Il est donc stupéfiant, dans ce contexte très particulier, de voir le patriarche de Constantinople supporter une inacceptable demande d’autocéphalie, au sein même d’un territoire qui dépend canoniquement du patriarcat de Moscou. Quelle tristesse de voir Constantinople, suivre un agenda géopolitique occidental, pour s’opposer au patriarcat russe. Car derrière, le but visé n’est absolument pas religieux. Il s’agit simplement d’isoler davantage encore la Russie, en frappant fort avec le symbole que représente Kiev dans l’histoire politique et religieuse russe. Ainsi, le patriarche œcuménique, n’a pas utilisé sa faiblesse (petit îlot grec et chrétien au sein d’une immense Turquie musulmane) pour témoigner avec ascèse du Christ, mais a pris peur au sein de cette faiblesse et s’est probablement plié à des réalités bassement matérielles, économiques et diplomatiques qui nous échappent pour le moment. En effet, il faudrait être dans l’entourage du patriarche pour savoir ce qui se joue réellement. Mais, du point de vue théologique, cela n’a finalement que peu d’importance. Il s’est probablement joué le même genre de situation intenable au moment de la démission du patriarche de Rome, Benoît XVI, côté latin. Benoît a au moins eu l’élégance de démissionner, ce qui a attiré l’attention sur une situation assez unique.

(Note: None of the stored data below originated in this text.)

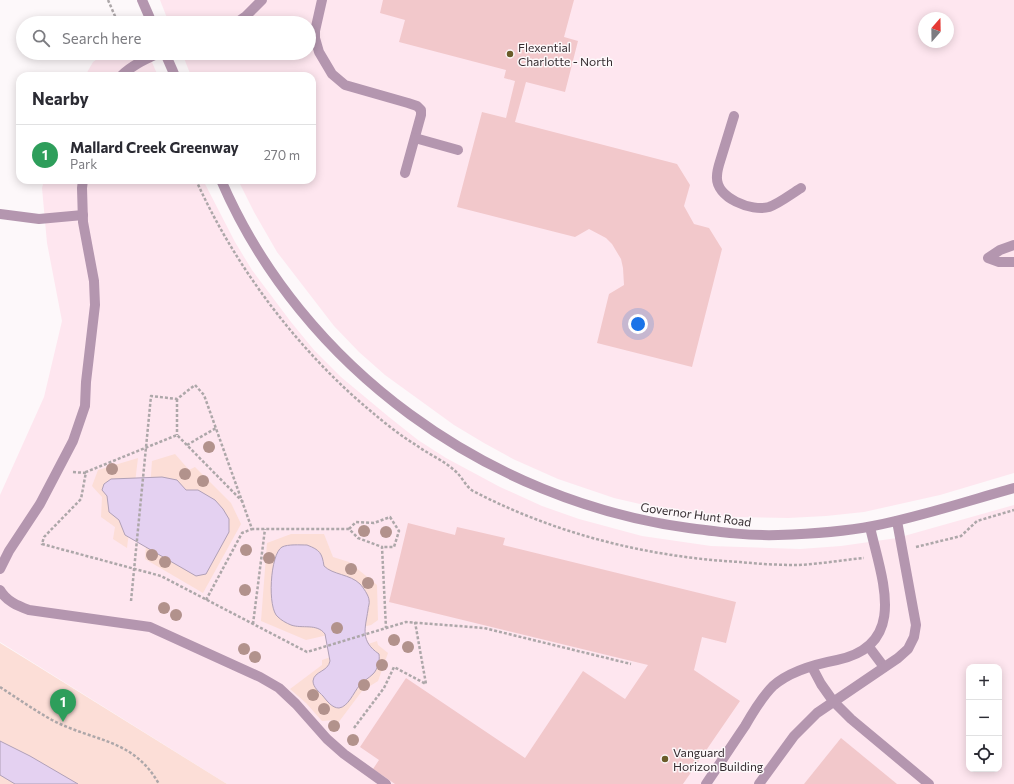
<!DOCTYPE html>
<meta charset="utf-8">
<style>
body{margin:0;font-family:Commissioner,sans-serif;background:#f2f2f3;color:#2b2b33}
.controls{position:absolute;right:12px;bottom:12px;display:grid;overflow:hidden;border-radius:8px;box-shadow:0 2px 10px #0003}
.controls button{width:36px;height:36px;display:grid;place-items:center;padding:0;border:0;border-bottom:1px solid #e1e1e2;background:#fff;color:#2b2b33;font:20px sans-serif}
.compass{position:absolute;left:918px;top:12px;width:36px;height:36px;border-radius:50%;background:#fff;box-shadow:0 2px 10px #0003;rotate:20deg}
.you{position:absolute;left:638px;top:324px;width:14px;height:14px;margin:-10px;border:3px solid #fff;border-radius:50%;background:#1a73e8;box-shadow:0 0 0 6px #1a73e833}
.badge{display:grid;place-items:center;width:26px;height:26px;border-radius:50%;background:#695c29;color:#fff;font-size:13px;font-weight:700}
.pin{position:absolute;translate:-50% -33px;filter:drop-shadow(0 1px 2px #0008)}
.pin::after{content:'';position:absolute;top:21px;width:14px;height:12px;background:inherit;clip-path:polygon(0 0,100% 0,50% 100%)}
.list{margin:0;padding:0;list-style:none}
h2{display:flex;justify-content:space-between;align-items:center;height:52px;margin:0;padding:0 16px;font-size:17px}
h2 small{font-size:13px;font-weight:400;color:#7c7c81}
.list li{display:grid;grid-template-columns:26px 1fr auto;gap:12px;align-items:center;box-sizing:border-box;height:60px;padding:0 16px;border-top:1px solid #e1e1e2}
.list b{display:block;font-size:15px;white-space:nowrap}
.list p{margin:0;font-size:13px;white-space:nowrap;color:#7c7c81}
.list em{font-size:13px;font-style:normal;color:#7c7c81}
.icon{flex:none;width:22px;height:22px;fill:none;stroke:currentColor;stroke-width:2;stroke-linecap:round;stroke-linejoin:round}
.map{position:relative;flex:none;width:1014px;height:784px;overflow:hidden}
.search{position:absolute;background:#fff;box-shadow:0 2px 10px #0003;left:16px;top:16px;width:300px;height:44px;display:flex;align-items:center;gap:10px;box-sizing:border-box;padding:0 14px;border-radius:22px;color:#7c7c81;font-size:15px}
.panel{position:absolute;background:#fff;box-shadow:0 2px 10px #0003;left:16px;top:72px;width:300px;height:112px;border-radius:12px}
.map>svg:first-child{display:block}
.built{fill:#fee6ef;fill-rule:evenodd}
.green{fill:#fcded7}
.water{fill:#e4d1f1;stroke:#b0a0b7}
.building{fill:#f2c8cb}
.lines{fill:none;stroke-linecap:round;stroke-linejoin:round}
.path{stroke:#ada7a9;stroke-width:2.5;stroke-dasharray:3 2;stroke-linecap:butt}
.service{stroke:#b496af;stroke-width:10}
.tertiary{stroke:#b496af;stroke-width:10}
.tree{fill:#b2928c}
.poi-dot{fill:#695c29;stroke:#fdf8fa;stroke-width:1.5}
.labels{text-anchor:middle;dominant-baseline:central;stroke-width:3;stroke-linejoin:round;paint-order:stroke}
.poi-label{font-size:12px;fill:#352c30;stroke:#fdf8fa;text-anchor:start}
.street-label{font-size:12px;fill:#352c30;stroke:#fdf8fa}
</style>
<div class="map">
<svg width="1014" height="784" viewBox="0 0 1014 784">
<rect width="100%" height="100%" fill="#fdf8fa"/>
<!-- built -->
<g class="built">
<path d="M160,0H1014V473L940,495L864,512L826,516L788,518L728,517L666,510L614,498L558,479L513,459L484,443L454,425L385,375L359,352L334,326L277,252L254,212L238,180H312V76H191L182,53H309V23H169ZM924,18H948V42H924Z"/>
<path d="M106,53H148L158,76H85L93,62Z"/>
<path d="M44,180H203L235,242L252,270L291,322L314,350L341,377L389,417L418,440L446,458L500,487L542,506L579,519L642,536L711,546L800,549L841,546L897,538L1014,505V784H227L0,642V495L44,397L62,321L47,243L42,188ZM969,667H999V769H969Z"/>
</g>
<!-- green -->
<g class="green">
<path d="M175,454L189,470L195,467L231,503L241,524L203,593L145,559L152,461Z"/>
<path d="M138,458L127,548L113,539L115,527L101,517L102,497L92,486L98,470Z"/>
<path d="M291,534H324L333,557L349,562L377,585L378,620L371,625L306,640L261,621L267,543Z"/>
<path d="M377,641L378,645L388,653L378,681L362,691L338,723L336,720L322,721L306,703L290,689L322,665V660Z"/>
<path d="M0,643L26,659L227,784H0Z"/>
</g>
<!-- water -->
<g class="water">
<path d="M162,477L177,480L186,490H198L215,500L223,509L229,519V532L206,574L196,576L125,535L119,520L109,512L107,496L102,490L104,484L111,479Z"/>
<path d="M307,545C320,550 322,553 324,566C333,575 350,574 360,584C363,587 369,596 369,600C370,603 368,607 368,610C365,629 360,641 379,654C380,660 378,669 373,674C369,678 363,681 359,686C354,692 348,707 339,708C332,708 327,701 323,696C319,692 313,687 313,681C314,671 328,672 330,661L325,634C317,623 302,629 291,625C286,623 281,620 278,617C267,609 270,554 282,547C288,544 300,545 307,545Z"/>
<path d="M0,741L30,756L78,784H15L0,775Z"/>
</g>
<!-- building -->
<g class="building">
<path d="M383,0H574L564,37L578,41L565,92L526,82L515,122L677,164L690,185L684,206L694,224L709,228L722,249L692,367L597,343L609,294L624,285L623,268L621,259L612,244L606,238L589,229L575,237L457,207L482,112L506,118L515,81L504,78L506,70L399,42L405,20L380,13Z"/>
<path d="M408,523L455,535L457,527L505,538L503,545L736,602L726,643L702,637L694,670L740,701L683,784H395L373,769L379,760L360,747L406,678L525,758L583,671L625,699L648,665L389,602Z"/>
<path d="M841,738L897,784H804Z"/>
</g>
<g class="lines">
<!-- path -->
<g class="path">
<path d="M108,0L118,23"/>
<path d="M196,180C235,267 299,352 373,413C386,424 401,436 416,445C428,454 443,460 454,470C462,476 465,486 473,491C556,534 647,557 740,562C759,564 779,565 798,565C820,564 842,560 864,558"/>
<path d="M177,399V435"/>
<path d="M187,445L216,428"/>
<path d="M73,472L86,473"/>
<path d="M243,502L177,435L86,472L81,499L44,537L42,544L161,576L307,652L406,622L484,628L631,664"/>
<path d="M349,529L356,522L374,523L390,517L399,531L394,547H382"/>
<path d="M916,547L961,536L977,521L1014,510"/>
<path d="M206,600L242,533L252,529"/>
<path d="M131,601L151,396L177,399L195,385L204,395L252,529H349L358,538L382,547L386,628"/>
<path d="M253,624L265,529"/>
<path d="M0,687C17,698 34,710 52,720C94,742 133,738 159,784"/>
<path d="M354,728L384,688L394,667L426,684L415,622"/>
</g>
<!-- service -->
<g class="service">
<path d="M322,0L315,31V38L319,52L332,74L345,85L408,103L417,106L421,110V115L405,173"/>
<path d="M236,23L246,16L262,0"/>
<path d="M121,76C132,65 146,59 159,53"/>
<path d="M734,116C730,129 726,142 722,155C720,162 717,169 717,176C715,198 752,212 769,207C780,203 791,194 801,188"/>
<path d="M415,138L458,150"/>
<path d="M0,214L39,219L83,215"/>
<path d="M1014,245L1000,250L988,258L999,262H1014"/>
<path d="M0,569L9,551L40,504L73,441L85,406L86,382L95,305L94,281L83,222L82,188L83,180"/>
<path d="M0,590C6,601 18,606 29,610L150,627L260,677L279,688L296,704L327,739L344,754L386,784"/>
<path d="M869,647L884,667"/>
<path d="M812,667L821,684L833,701L851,719L929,784"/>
<path d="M706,784C719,765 732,745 745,726C753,712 762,697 773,686C790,671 816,664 837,660C910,645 881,577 870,527"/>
<path d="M759,784L794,736L817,713L898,658L908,649L914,637L916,625L897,521"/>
</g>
<!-- tertiary -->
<g class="tertiary">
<path d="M142,0L152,23"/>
<path d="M165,53L175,76"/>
<path d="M221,180C302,368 488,501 689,528C719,532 749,536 778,535C810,534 842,532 873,526C920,517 967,501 1014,488"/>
</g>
</g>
<!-- trees -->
<g class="tree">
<circle cx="209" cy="447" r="6"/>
<circle cx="112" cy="469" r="6"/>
<circle cx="185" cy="474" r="6"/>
<circle cx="203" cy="481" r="6"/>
<circle cx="364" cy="531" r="6"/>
<circle cx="386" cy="532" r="6"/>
<circle cx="246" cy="550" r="6"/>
<circle cx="152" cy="555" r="6"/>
<circle cx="269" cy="558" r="6"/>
<circle cx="165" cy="562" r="6"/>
<circle cx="351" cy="569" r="6"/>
<circle cx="368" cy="583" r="6"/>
<circle cx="245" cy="590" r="6"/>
<circle cx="164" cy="608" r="6"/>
<circle cx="176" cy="615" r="6"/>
<circle cx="337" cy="628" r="6"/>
<circle cx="394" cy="640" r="6"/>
<circle cx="408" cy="647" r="6"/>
<circle cx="244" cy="649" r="6"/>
<circle cx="255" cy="657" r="6"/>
<circle cx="382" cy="665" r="6"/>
<circle cx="364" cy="685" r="6"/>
<circle cx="313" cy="695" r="6"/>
<circle cx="324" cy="709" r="6"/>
<circle cx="334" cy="726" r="6"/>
<circle cx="353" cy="740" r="6"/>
</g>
<!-- markers -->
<g class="poi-dot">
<circle cx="510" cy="54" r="4"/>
<circle cx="665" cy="759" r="4"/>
</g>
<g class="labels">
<!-- poi labels -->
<g class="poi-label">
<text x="518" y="47">Flexential<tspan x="518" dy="14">Charlotte - North</tspan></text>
<text x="673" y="752">Vanguard<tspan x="673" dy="14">Horizon Building</tspan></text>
</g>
<!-- street labels -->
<g class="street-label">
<text transform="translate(696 514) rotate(8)">Governor Hunt Road</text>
</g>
</g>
</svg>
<div class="controls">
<button>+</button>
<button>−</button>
<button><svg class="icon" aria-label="locate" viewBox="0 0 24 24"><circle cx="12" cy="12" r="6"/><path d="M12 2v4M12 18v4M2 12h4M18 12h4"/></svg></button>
</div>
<svg class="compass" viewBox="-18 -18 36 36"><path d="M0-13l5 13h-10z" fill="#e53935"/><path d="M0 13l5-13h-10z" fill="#7c7c81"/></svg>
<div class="you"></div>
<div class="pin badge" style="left:63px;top:722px;background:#2e9e5b">1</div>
<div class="search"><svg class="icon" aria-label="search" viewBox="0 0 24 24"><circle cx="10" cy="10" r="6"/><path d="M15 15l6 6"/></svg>Search here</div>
<section class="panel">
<h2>Nearby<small></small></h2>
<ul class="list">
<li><span class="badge" style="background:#2e9e5b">1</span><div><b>Mallard Creek Greenway</b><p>Park</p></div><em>270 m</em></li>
</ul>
</section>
</div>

Pas besoin ici d’avoir fait des années et des années de droit canon pour savoir qui est dans le vrai et qui ne l’est pas. Tout est, pour une fois, affreusement simple et clair. Constantinople, dans un excès qui me surprend même, se transforme tout d’un coup en un ensemble atteint de la même maladie de primauté que Rome en son temps. Être atteint soi-même de la turpitude de ce que l’on a dénoncé soi-même depuis près de 1000 ans est finalement assez cocasse. Constantinople aujourd’hui, comme jadis Rome, se croit donc autorisée à s’immiscer dans les affaires d’une autre juridiction. Le fait de se nommer « patriarcat œcuménique » est donc monté à la tête de certains, comme quoi il suffira d’un titre et d’un peu de temps pour que l’inévitable tentation se transforme en péché. La prétention de ce patriarche à convoquer un Concile était déjà somme toute un peu extravagante. Mais l’on pourra constater en lisant ce que dit le concile sur la façon d’accorder l’autocéphalie, que Constantinople, en Ukraine, ne respecte même pas les décisions qui y furent adoptées.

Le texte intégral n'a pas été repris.